Wednesday, June 22, 2011

America Editor Mischaracterizes Bishops' Recent Involvement in Public Square: My Response


And, as a gloss on what I've just posted about the involvement of Archbishop Timothy Dolan in what's taking place in Albany, New York, right now: someone needs to help educate America magazine editor Karen Sue Smith about how Dolan and other Catholic bishops do their business in the public sphere of American democracy.  For someone who holds such a prestigious position and speaks on behalf of a distinguished American Catholic journal, Smith seems to be woefully ill-informed about how the U.S. Catholic bishops have been doing business in the public square, as they try to block and remove civil rights from a targeted minority.


Smith has posted a piece today lambasting those who "whine" about the bishops' involvement in the democratic process--in particular, those who argue that the bishops do not have a right to seek to limit the rights of other citizens in a civil society.  Smith boils the objection to how the bishops have involved themselves in the marriage equality debate down to an objection "that it is somehow illegal or un-American for a church or church official to express an opinion in a democracy."

Smith insists that the bishops (and, implicitly, groups like NOM), as they weigh into debates like the one now going on in Albany, are merely using the "tools of democracy—voting, public airing of their side, organizing movements to convince others of their opinions" to get their opinions noticed in  the public square.

News blast to Karen Sue Smith: this absurd description of what the bishops have persistently done in the public discussion of marriage equality (and in the current New York debate) in no way accurately represents how the bishops have actually behaved in these debates.  

No one objects to the bishops stating their viewpoints in public.

What many members of the public and many Catholics object to is the bishops' behind-the-scenes bullying and power-mongering, their secret meetings with legislators whom they try to whip into shape, their attempt to stop a public discussion and a vote by a duly elected legislative body about issues like civil marriage for gay and lesbian people.  

Voting?  Public airing?  Expressing an opinion?

That's a ludicrous description of the behavior that the National Organization for Marriage, Archbishop Timothy Dolan, and Bishop Nicholas DiMarzio have exhibited in this particular battle for equality and human rights.  When we have no idea where the funding of the bishops' chief ally in this battle, NOM, even comes from, and when that organization persistently refuses to disclose its funding sources even after state laws demand such disclosure, we're hardly talking about the kind of open, civil, public discussion of an issue in which all sides are afforded an equal hearing that Smith describes in this posting.

Someone needs to educate Karen Sue Smith about how the Catholic bishops and NOM have been doing their dirty work in recent years in in state after state to block open public discussion of the rights of LGBT persons, and how they did their dirty work with the federal discussion of health care coverage for all citizens several years ago.  
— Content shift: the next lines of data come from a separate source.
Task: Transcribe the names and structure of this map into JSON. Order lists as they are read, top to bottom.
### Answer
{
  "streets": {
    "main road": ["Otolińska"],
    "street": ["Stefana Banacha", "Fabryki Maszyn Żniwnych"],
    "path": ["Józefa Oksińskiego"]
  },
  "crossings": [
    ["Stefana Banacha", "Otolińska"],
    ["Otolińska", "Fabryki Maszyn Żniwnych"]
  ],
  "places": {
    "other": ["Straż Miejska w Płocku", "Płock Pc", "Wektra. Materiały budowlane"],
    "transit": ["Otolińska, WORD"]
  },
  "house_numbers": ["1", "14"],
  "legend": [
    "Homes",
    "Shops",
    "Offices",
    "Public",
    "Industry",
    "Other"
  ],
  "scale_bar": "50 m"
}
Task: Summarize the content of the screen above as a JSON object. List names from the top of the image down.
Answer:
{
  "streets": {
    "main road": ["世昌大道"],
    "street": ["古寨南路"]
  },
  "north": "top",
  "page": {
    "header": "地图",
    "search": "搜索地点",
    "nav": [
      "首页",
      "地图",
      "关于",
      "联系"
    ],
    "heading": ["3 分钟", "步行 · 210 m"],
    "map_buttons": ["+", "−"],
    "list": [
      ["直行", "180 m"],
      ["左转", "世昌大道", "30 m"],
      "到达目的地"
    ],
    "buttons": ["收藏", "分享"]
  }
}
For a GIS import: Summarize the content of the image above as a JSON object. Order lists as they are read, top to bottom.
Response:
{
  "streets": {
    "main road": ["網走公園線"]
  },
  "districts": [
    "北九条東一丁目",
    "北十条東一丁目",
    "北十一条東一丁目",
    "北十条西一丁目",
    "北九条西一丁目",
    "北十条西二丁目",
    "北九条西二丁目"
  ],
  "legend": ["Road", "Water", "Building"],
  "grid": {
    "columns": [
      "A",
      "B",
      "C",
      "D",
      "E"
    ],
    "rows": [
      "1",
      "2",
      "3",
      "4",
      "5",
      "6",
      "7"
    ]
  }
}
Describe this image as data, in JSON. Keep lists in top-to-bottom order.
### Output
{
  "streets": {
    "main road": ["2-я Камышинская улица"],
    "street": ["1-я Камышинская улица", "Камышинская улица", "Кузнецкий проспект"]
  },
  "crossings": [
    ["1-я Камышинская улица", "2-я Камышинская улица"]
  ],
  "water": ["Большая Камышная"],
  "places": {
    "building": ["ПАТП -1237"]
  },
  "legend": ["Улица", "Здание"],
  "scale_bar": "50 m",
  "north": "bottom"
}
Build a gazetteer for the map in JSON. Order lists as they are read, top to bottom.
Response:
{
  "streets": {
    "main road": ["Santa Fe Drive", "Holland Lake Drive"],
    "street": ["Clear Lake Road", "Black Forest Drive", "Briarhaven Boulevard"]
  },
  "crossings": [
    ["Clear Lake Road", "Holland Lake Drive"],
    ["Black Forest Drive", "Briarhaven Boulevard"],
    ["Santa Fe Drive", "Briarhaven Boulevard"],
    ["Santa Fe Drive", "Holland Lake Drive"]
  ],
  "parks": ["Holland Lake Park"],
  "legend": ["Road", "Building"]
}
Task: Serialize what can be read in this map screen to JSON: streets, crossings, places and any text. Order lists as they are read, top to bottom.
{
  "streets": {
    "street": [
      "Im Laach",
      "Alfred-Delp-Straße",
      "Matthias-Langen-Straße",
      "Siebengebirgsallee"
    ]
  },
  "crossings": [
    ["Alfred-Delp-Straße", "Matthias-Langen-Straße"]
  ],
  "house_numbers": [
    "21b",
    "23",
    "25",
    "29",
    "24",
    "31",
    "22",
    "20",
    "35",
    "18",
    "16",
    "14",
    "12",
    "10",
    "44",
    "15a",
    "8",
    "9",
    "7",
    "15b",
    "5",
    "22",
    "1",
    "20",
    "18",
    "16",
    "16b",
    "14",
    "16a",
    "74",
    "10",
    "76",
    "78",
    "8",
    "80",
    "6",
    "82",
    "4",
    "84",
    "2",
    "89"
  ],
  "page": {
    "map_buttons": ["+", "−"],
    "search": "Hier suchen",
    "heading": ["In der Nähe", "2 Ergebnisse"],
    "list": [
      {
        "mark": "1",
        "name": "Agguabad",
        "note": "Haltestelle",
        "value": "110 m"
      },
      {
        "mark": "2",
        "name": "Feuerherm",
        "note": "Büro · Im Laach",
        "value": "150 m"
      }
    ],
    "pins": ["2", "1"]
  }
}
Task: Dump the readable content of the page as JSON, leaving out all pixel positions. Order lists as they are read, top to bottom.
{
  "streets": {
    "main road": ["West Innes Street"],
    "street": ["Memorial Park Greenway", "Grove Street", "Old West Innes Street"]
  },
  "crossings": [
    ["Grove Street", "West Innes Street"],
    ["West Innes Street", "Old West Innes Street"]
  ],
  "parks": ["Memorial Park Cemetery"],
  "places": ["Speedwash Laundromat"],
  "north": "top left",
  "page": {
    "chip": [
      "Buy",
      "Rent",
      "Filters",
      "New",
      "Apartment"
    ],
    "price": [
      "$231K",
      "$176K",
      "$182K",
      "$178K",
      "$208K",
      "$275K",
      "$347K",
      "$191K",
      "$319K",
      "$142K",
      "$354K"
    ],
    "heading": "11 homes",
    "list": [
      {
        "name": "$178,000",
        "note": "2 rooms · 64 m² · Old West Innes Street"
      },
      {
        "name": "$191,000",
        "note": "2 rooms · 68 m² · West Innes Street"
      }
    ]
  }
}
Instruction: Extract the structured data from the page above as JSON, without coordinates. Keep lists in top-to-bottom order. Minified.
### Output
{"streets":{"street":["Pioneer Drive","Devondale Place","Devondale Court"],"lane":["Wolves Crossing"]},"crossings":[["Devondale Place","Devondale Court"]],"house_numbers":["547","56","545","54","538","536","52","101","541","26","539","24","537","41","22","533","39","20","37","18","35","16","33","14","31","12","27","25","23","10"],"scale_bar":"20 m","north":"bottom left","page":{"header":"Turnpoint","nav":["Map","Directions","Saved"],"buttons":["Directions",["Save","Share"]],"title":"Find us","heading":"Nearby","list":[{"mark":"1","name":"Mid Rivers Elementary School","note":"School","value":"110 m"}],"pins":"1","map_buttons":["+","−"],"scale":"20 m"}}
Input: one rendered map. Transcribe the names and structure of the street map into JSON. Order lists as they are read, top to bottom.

It would be helpful if America addressed this important debate about the human rights of a targeted minority from Planet Earth and not from Planet Catholic Doublespeak, for a change.  I wonder how quick Ms. Smith would be to defend the bishops' undemocratic behavior as they try desperately to block the rights of a targeted minority if they were doing what they're now doing to gay folks to say, women seeking the right to vote, enter the workplace, and receive pay equal to that of men.